Not fast enough? How HPC can help.

All materials (c) 2020-2023 by CSC – IT Center for Science Ltd. This work is licensed under a Creative Commons Attribution-ShareAlike 4.0 Unported License, http://creativecommons.org/licenses/by-sa/4.0/

The purpose of large computers

Typically, large computers like those at CSC are not much faster than personal ones – they are simply bigger
- For fast computation, they utilize parallelism (and typically have special disk, memory and network solutions, too)
Parallelism simplified:
- You use hundreds of ordinary computers simultaneously to solve a single problem

First steps for fast jobs (1/2)

Spend a little time to investigate:
- Which of the available software would be the best to solve the kind of problem you have?
  - Ask experienced colleagues or servicedesk@csc.fi for guidance
Consider:
- The software that solves your problem fastest might not always be the best
  - Issues like ease-of-use and compute power/memory/disk demands are also highly relevant
- Quite often it is useful to start simple and gradually use more complex approaches if needed

First steps for fast jobs (2/2)

When you’ve found the software you want to use, check if it is available at CSC as a pre-installed optimized version
- Familiarize yourself with the software manual, if available
If you need to install a software package distributed through Conda, you need to containerize it
- Containerizing greatly speeds up performance at startup and can be done easily with the Tykky wrapper
If you can’t find suitable software, consider writing your own code

Optimize the performance of your own code (1/2)

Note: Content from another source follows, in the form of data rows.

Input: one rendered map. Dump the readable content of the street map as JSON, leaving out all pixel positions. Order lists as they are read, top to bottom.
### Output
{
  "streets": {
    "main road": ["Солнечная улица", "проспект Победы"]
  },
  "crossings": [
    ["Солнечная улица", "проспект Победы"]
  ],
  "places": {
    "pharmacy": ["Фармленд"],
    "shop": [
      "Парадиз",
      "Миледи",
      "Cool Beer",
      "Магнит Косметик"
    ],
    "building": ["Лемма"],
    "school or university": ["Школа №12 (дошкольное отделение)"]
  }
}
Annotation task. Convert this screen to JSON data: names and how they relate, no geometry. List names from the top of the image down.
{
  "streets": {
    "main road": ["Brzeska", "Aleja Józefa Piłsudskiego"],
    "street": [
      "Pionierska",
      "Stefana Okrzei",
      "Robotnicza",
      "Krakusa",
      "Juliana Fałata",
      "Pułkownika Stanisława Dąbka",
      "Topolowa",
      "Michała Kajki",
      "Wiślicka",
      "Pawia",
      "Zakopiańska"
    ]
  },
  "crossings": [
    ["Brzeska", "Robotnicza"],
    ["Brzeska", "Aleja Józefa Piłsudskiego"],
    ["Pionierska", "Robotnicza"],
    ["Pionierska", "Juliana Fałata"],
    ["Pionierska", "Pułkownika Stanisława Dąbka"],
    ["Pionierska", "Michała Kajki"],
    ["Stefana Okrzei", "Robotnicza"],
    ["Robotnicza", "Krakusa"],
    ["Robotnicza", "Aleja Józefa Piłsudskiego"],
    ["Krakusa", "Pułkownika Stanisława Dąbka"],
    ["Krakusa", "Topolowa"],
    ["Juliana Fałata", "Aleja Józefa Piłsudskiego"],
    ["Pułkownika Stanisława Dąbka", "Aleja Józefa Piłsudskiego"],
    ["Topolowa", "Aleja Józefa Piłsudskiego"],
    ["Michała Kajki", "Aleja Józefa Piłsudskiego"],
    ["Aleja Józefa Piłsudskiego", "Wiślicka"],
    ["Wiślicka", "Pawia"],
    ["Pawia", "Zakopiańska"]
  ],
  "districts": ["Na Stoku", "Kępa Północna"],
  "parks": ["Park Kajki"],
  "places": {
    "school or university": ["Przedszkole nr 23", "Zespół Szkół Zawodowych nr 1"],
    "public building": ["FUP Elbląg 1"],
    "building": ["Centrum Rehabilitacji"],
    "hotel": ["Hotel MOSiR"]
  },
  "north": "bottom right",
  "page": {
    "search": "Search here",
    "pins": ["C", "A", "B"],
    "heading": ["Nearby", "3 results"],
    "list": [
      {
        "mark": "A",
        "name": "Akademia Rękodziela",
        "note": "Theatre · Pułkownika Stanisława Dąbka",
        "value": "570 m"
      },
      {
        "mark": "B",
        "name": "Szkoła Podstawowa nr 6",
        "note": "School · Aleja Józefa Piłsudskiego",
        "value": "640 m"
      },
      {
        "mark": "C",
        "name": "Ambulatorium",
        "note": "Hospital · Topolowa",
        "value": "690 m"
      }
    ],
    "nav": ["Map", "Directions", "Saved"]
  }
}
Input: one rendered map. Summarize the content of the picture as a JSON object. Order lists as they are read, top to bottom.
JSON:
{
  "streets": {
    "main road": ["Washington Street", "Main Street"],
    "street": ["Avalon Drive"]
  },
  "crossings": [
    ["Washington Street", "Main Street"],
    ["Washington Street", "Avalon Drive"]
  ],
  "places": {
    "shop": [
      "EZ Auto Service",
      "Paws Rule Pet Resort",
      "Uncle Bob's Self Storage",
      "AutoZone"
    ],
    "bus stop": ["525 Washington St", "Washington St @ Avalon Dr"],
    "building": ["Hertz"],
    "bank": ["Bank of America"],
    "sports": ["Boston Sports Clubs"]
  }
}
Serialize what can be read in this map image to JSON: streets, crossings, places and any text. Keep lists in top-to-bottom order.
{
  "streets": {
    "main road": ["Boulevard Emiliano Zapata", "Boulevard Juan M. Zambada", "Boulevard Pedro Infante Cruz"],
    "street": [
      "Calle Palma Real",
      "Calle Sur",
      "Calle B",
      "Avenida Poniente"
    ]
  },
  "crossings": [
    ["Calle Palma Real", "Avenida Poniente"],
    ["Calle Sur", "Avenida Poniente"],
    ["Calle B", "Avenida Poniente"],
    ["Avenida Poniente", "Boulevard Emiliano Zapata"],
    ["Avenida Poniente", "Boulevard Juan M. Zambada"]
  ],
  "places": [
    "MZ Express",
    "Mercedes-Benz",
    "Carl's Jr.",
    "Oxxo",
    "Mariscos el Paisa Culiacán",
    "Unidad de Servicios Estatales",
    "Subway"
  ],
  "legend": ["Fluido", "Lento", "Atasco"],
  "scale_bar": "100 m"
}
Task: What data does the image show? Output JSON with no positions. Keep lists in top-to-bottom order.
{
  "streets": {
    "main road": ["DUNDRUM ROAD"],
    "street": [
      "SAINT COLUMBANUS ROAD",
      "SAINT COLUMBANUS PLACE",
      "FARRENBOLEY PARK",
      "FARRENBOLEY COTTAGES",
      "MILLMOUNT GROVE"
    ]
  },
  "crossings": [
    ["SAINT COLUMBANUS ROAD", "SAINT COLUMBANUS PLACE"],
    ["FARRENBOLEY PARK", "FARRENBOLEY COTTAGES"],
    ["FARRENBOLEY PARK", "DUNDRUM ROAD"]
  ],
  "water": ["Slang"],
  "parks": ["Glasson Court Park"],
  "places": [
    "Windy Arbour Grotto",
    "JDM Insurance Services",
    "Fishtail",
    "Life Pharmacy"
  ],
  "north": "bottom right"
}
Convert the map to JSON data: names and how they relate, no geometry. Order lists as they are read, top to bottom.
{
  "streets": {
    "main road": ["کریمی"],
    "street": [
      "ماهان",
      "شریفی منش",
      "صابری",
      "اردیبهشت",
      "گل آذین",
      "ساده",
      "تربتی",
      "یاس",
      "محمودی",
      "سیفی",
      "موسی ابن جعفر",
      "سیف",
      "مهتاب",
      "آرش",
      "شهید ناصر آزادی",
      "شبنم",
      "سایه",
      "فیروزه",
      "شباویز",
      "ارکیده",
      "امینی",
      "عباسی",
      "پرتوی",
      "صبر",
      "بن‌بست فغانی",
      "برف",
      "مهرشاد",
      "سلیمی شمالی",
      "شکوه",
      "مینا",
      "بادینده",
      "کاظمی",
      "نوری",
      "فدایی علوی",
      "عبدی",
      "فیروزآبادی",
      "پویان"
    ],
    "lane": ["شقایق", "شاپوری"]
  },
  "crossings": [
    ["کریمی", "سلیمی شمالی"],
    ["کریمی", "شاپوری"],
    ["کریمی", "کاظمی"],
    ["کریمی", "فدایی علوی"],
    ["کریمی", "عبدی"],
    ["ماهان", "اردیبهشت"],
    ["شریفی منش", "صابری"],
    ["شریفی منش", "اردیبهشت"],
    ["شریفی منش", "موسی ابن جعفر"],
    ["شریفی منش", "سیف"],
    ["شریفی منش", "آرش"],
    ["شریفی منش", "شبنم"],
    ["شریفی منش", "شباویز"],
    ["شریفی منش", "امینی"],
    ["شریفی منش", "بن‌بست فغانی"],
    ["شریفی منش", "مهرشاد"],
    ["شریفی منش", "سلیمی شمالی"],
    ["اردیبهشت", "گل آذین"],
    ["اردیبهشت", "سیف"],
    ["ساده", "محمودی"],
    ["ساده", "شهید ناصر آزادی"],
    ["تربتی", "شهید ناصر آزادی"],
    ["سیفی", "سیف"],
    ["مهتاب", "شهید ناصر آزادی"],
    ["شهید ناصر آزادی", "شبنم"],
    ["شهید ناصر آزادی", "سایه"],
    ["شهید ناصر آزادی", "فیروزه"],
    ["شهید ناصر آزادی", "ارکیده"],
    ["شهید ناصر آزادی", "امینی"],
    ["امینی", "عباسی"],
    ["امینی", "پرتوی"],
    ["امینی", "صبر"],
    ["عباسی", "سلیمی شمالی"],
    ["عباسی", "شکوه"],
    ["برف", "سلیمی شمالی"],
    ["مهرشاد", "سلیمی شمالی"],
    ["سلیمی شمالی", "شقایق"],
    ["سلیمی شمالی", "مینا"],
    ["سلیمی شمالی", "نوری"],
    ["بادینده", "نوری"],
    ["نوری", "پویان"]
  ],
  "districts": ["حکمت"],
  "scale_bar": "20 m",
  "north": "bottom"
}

If you have written your own code, compile it with optimizing compiler options
- Docs CSC: compiling on Puhti and Mahti
- Compiling on LUMI
Construct a small and quick test case and run it in the test queue
- Docs CSC: Queue options
- Available partitions on LUMI
- Use the test case to optimize computations before starting massive ones

Optimize the performance of your own code (2/2)

Use profiling tools to find out how much time is spent in different parts of the code
- Docs CSC: Performance analysis
- Profiling on LUMI
When the computing bottlenecks are identified, try to figure out ways to improve the code
- Again, servicedesk@csc.fi is a channel to ask for help
  - The more concrete the problem is described, the better
- If your issue concerns LUMI, contact the LUMI User Support Team

Running your software

It is not only how your software is constructed and compiled that affects performance
It may also be run in different ways

HPC parallel jobs

A parallel job distributes the calculation over several cores in order to achieve a shorter wall-time (and/or a larger allocatable memory)
Examples of batch job scripts for Puhti and Mahti
Examples of batch job scripts for LUMI-C and LUMI-G
The best starting point: Software-specific batch scripts in Docs CSC

Running in parallel

Parallel programs are typically parallelized with the MPI and/or OpenMP standards
Further parallelization possible if you can split your whole workflow into smaller independent tasks and run them simultaneously
- HyperQueue or Slurm array jobs
- More details about high-throughput computing and workflow automation in Docs CSC
Can your software utilize GPUs?

What is MPI?

MPI (Message Passing Interface) is a widely used standard for writing software that runs in parallel
MPI utilizes parallel processes that do not share memory
- To exchange information, processes pass data messages back and forth between the cores
- Communication can be a performance bottleneck
MPI is required when running on multiple nodes

What is OpenMP?

OpenMP (Open Multi-Processing) is a standard that utilizes compute cores that share memory, i.e. threads
- They do not need to send messages between each other
OpenMP is easier for beginners, but problems quickly arise with so-called race conditions
- This appears when different compute cores process and update the same data without proper synchronization
OpenMP is restricted to a single node

Self study materials for OpenMP and MPI

There are many tutorials available online
- Look with simple searches for e.g. “MPI tutorial”
Check the documented exercise material and model answers from the CSC course “Introduction to Parallel Programming”
- Available on GitHub
- See also the materials of CSC Summer School in HPC

Task farming – running multiple independent jobs simultaneously

Task farming == running many similar independent jobs simultaneously
If subtasks are few (<100), an easy solution is array jobs
- Individual tasks should run >30 minutes. Otherwise, you’re generating too much overhead → consider another solution
- Array jobs create job steps and for 1000s of tasks Slurm database will get overloaded → consider another solution
If running your jobs gets more complex, requiring e.g. dependencies between subtasks, workflow tools can be used
- Guidelines and solutions are suggested in Docs CSC
- Many options: FireWorks, Nextflow, Snakemake, Knime, BioBB, …

Task farming 2.0

Before opting for a workflow manager, check if the code you run has built-in high-throughput features
- Many chemistry software (CP2K, GROMACS, Amber, etc.) provide methods for efficient task farming
- Also Python and R, if you write your own code
Task farming can be combined with e.g. OpenMP to accelerate sub-jobs
- HyperQueue is the best option for sub-node task scheduling (non-MPI)
Finally, MPI can be used to run several jobs in parallel
- Three levels of parallelism, requires skill and time to set up
- Always test before scaling up – a small mistake can result in lots of wasted resources!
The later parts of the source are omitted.